FIG. 6 is the transmission electron microscope pictures of the rod-shaped nanogold of 50nm and 100nm described in example 4, a, 50nm, b, and 100 nm.
FIG. 7 is a transmission electron micrograph of 50nm and 100nm dumbbell-shaped nanogold, a, 50nm, b, 100nm, described in example 5.
FIG. 8 is transmission electron microscope pictures of 50nm and 100nm bipyramidal nanogold described in example 6, a, 50nm, b, 100 nm.
Fig. 9 shows the actual particle size of nanogold through TEM in all examples.
FIG. 10 shows the toxic effect of six nanogold at 50nm on HepG2 and LO2 cells in all examples.
FIG. 11 shows the toxic effect of six nanogold at 100nm on HepG2 and LO2 cells in all examples.

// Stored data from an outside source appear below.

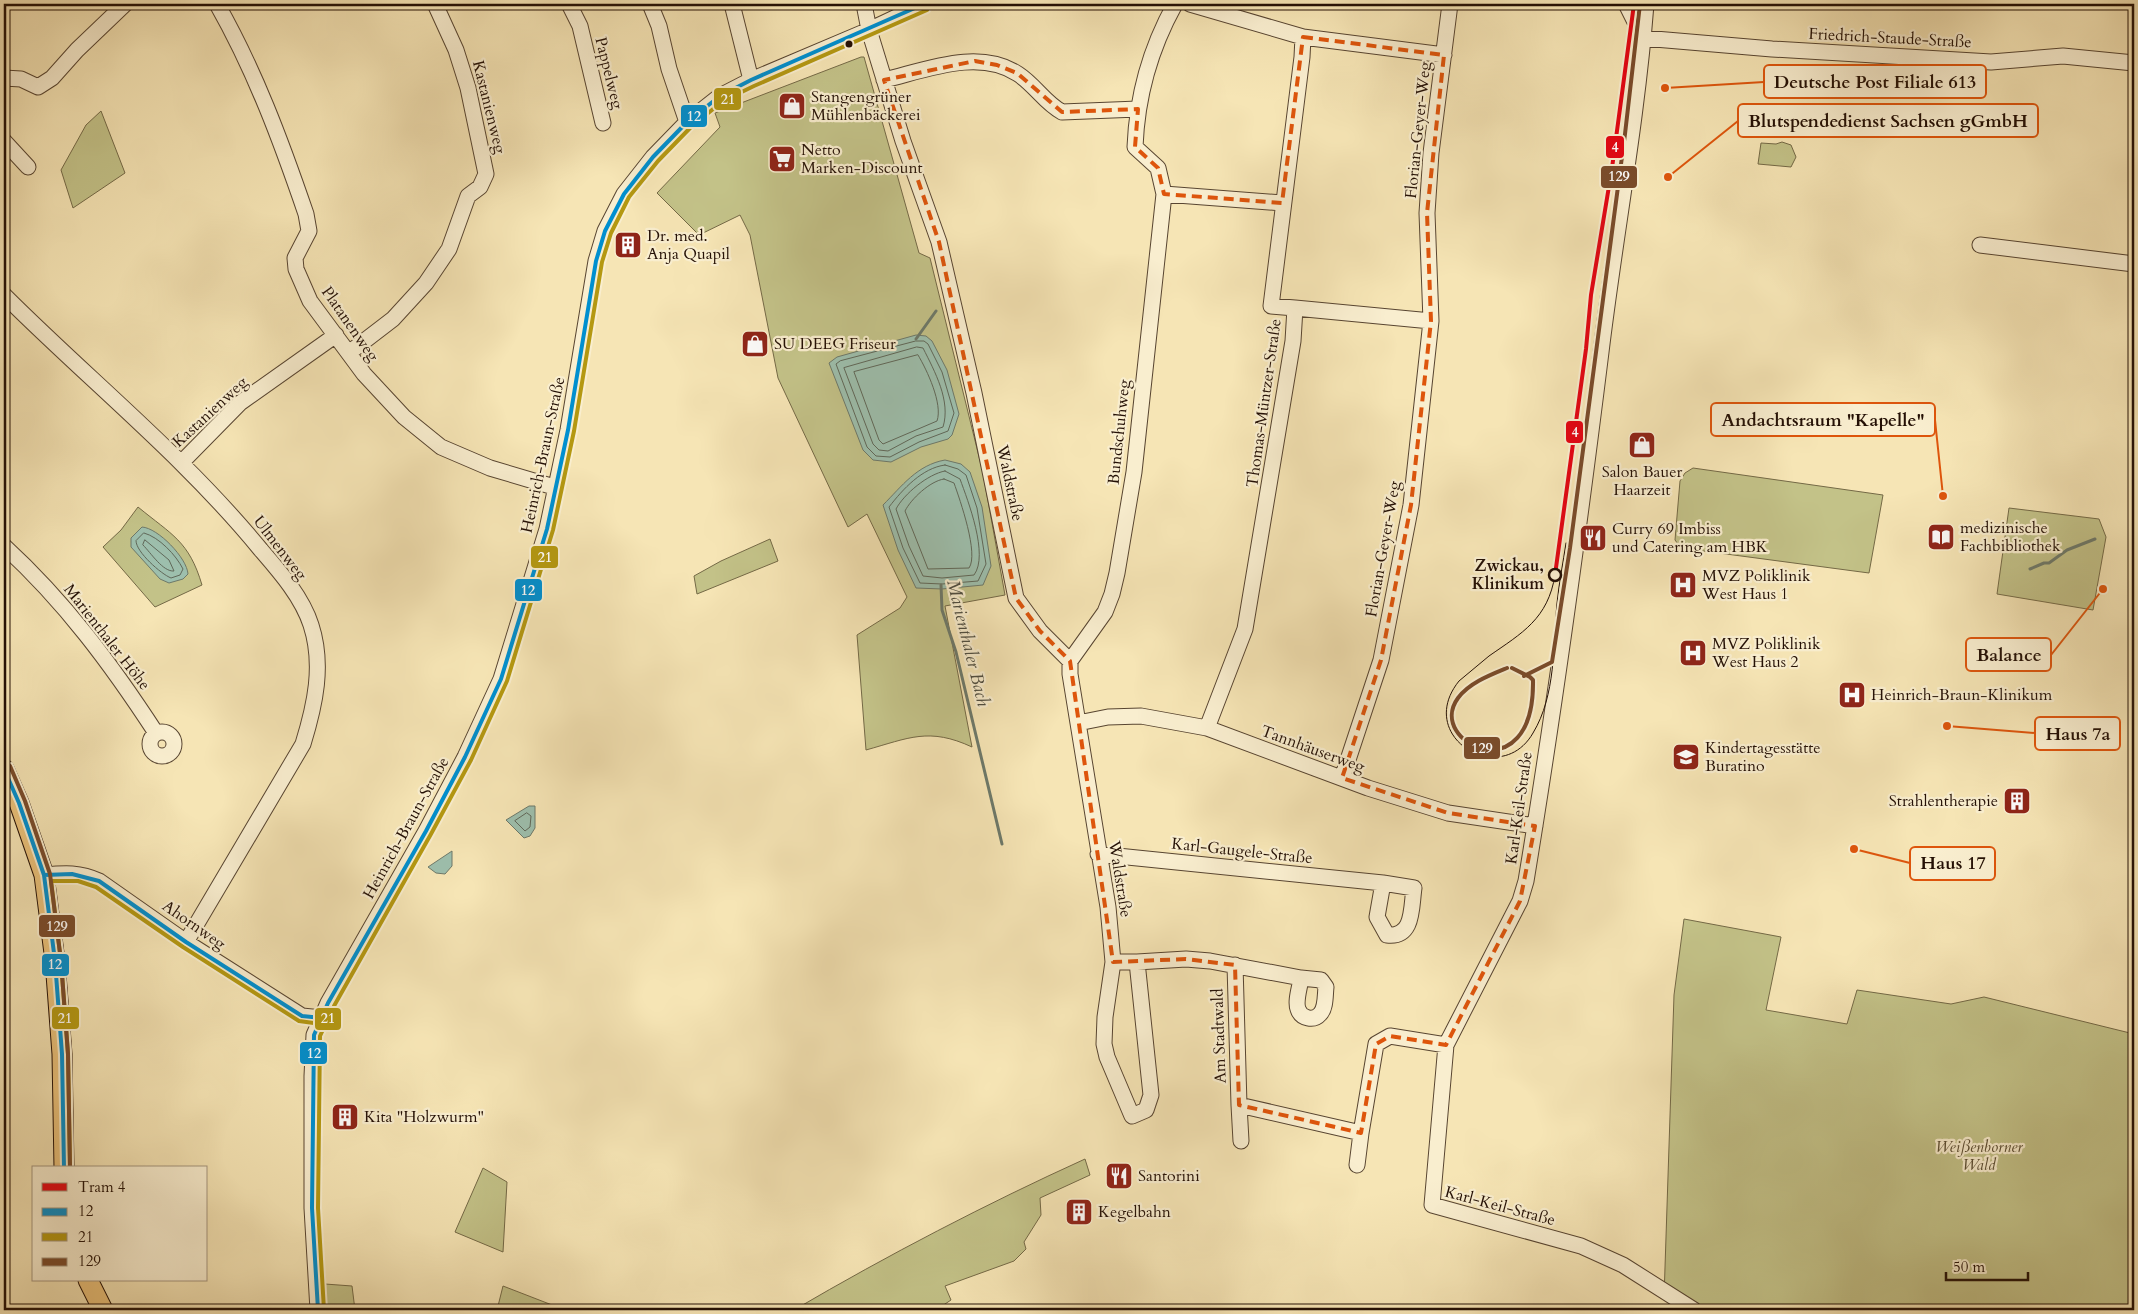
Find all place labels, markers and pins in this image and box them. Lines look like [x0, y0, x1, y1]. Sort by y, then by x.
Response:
unlabelled marker [844, 39, 854, 49]
callout: Deutsche Post Filiale 613 [1764, 65, 1986, 98]
place label: Stangengrüner Mühlenbäckerei [811, 86, 921, 126]
shop icon: Stangengrüner Mühlenbäckerei [777, 91, 807, 121]
callout: Blutspendedienst Sachsen gGmbH [1738, 104, 2038, 137]
place label: Netto Marken-Discount [801, 139, 923, 179]
supermarket icon: Netto Marken-Discount [767, 144, 797, 174]
place label: Dr. med. Anja Quapil [647, 225, 730, 265]
building icon: Dr. med. Anja Quapil [613, 230, 643, 260]
shop icon: SU DEEG Friseur [740, 329, 770, 359]
place label: SU DEEG Friseur [774, 333, 896, 355]
callout: Andachtsraum "Kapelle" [1711, 403, 1935, 436]
shop icon: Salon Bauer Haarzeit [1627, 430, 1657, 460]
place label: Salon Bauer Haarzeit [1602, 461, 1683, 501]
place label: medizinische Fachbibliothek [1960, 517, 2061, 557]
place label: Curry 69 Imbiss und Catering am HBK [1612, 518, 1768, 558]
library icon: medizinische Fachbibliothek [1926, 522, 1956, 552]
restaurant icon: Curry 69 Imbiss und Catering am HBK [1578, 523, 1608, 553]
place label: Zwickau, Klinikum [1472, 555, 1544, 595]
place label: MVZ Poliklinik West Haus 1 [1701, 565, 1811, 605]
marker: Zwickau, Klinikum [1548, 568, 1562, 582]
hospital icon: MVZ Poliklinik West Haus 1 [1668, 570, 1698, 600]
place label: MVZ Poliklinik West Haus 2 [1711, 633, 1821, 673]
hospital icon: MVZ Poliklinik West Haus 2 [1678, 638, 1708, 668]
callout: Balance [1966, 638, 2051, 671]
hospital icon: Heinrich-Braun-Klinikum [1837, 680, 1867, 710]
place label: Heinrich-Braun-Klinikum [1871, 684, 2053, 706]
callout: Haus 7a [2035, 717, 2120, 750]
place label: Kindertagesstätte Buratino [1705, 737, 1821, 777]
school or university icon: Kindertagesstätte Buratino [1671, 742, 1701, 772]
building icon: Strahlentherapie [2002, 786, 2032, 816]
place label: Strahlentherapie [1889, 790, 1998, 812]
callout: Haus 17 [1910, 847, 1995, 880]
building icon: Kita "Holzwurm" [330, 1102, 360, 1132]
place label: Kita "Holzwurm" [364, 1106, 484, 1128]
restaurant icon: Santorini [1104, 1161, 1134, 1191]
place label: Santorini [1138, 1165, 1200, 1187]
building icon: Kegelbahn [1064, 1197, 1094, 1227]
place label: Kegelbahn [1098, 1201, 1171, 1223]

Fig. 12 is a photo-thermal imaging diagram of 100nm bipyramid nanogold during tumor photo-thermal treatment.
Fig. 13 is a tumor ultrasonic-photoacoustic imaging picture of 100nm cubic nano-gold.
Detailed Description
The features and advantages of the present invention will be further understood from the following detailed description taken in conjunction with the accompanying drawings. The examples provided are merely illustrative of the method of the present invention and do not limit the remainder of the disclosure in any way.
The concentrations in the following examples are all final concentrations.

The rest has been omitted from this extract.